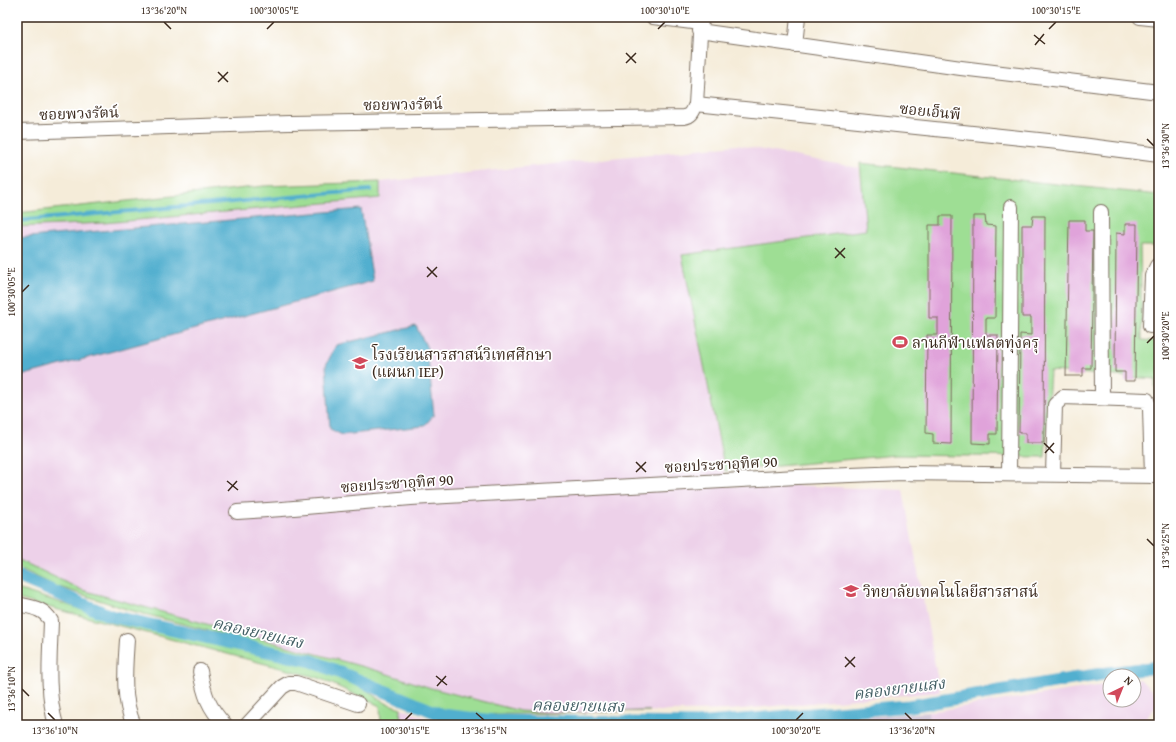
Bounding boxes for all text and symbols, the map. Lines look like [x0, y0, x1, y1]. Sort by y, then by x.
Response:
text: 13°36'20"N [141, 3, 187, 18]
text: 100°30'05"E [249, 3, 299, 18]
text: 100°30'10"E [640, 3, 690, 18]
text: 100°30'15"E [1031, 3, 1081, 18]
street label: ซอยพวงรัตน์ [363, 93, 443, 115]
street label: ซอยเอ็นพี [898, 97, 962, 125]
street label: ซอยพวงรัตน์ [39, 101, 119, 125]
text: 13°36'30"N [1158, 123, 1173, 169]
text: 100°30'05"E [4, 267, 19, 317]
text: 100°30'20"E [1158, 311, 1173, 361]
place label: ลานกีฬาแฟลตทุ่งครุ [912, 332, 1039, 354]
sports icon: ลานกีฬาแฟลตทุ่งครุ [891, 333, 909, 351]
place label: โรงเรียนสารสาสน์วิเทศศึกษา (แผนก IEP) [371, 344, 552, 382]
school or university icon: โรงเรียนสารสาสน์วิเทศศึกษา (แผนก IEP) [351, 354, 369, 372]
street label: ซอยประชาอุทิศ 90 [664, 451, 778, 478]
street label: ซอยประชาอุทิศ 90 [340, 469, 454, 498]
text: 13°36'25"N [1158, 523, 1173, 569]
place label: วิทยาลัยเทคโนโลยีสารสาสน์ [863, 581, 1038, 602]
school or university icon: วิทยาลัยเทคโนโลยีสารสาสน์ [842, 582, 860, 600]
water label: คลองยายแสง [210, 610, 307, 654]
text: 13°36'10"N [4, 666, 19, 712]
north arrow [1102, 668, 1142, 708]
water label: คลองยายแสง [852, 670, 947, 706]
text: N [1121, 672, 1137, 689]
water label: คลองยายแสง [532, 692, 625, 718]
text: 13°36'10"N [32, 723, 78, 738]
text: 100°30'15"E [380, 723, 430, 738]
text: 13°36'15"N [461, 723, 507, 738]
text: 100°30'20"E [771, 723, 821, 738]
text: 13°36'20"N [889, 723, 935, 738]

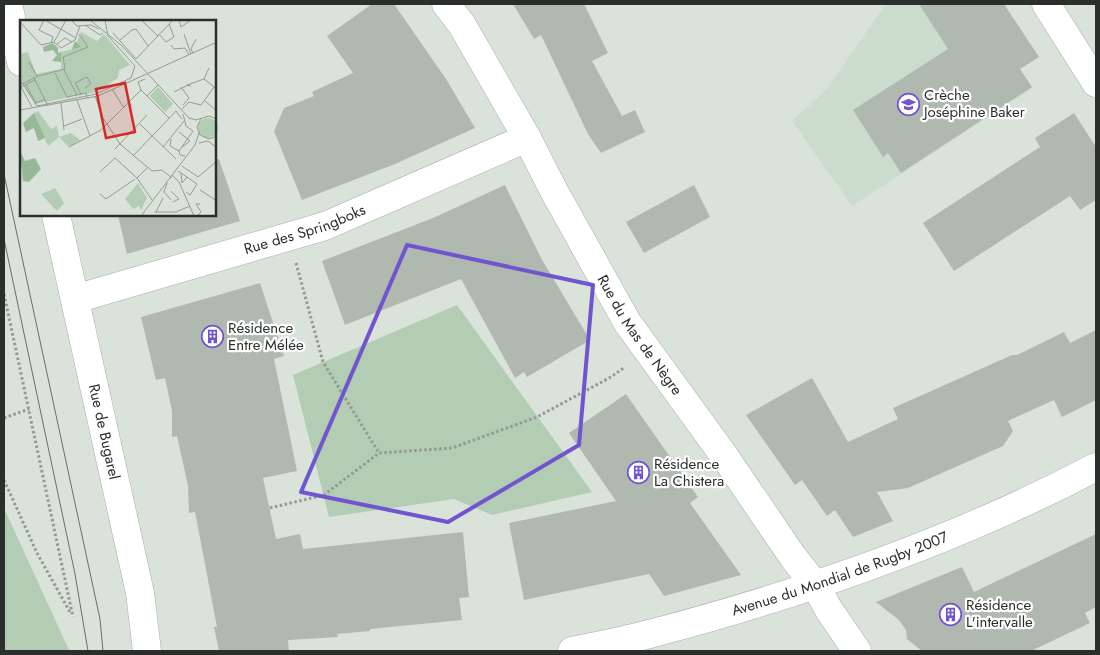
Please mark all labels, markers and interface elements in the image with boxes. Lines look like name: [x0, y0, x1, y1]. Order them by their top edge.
inset map: [20, 20, 216, 216]
place label: Crèche Joséphine Baker: [922, 84, 1026, 123]
school or university icon: Crèche Joséphine Baker: [896, 92, 920, 116]
street label: Rue des Springboks: [241, 199, 369, 260]
street label: Rue du Mas de Nègre: [592, 271, 688, 400]
place label: Résidence Entre Mélée: [228, 317, 304, 356]
building icon: Résidence Entre Mélée: [200, 325, 224, 349]
street label: Rue de Bugarel: [83, 382, 125, 482]
place label: Résidence La Chistera: [654, 453, 724, 492]
building icon: Résidence La Chistera: [626, 461, 650, 485]
street label: Avenue du Mondial de Rugby 2007: [729, 526, 951, 622]
place label: Résidence L'intervalle: [966, 594, 1033, 633]
building icon: Résidence L'intervalle: [938, 602, 962, 626]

◆ **Prompt**
Which lines in the material contain the word "ซอยประชาอ"? Pull each of them out.

◆ **Solution to this problem**
street label: ซอยประชาอุทิศ 90 [664, 451, 778, 478]
street label: ซอยประชาอุทิศ 90 [340, 469, 454, 498]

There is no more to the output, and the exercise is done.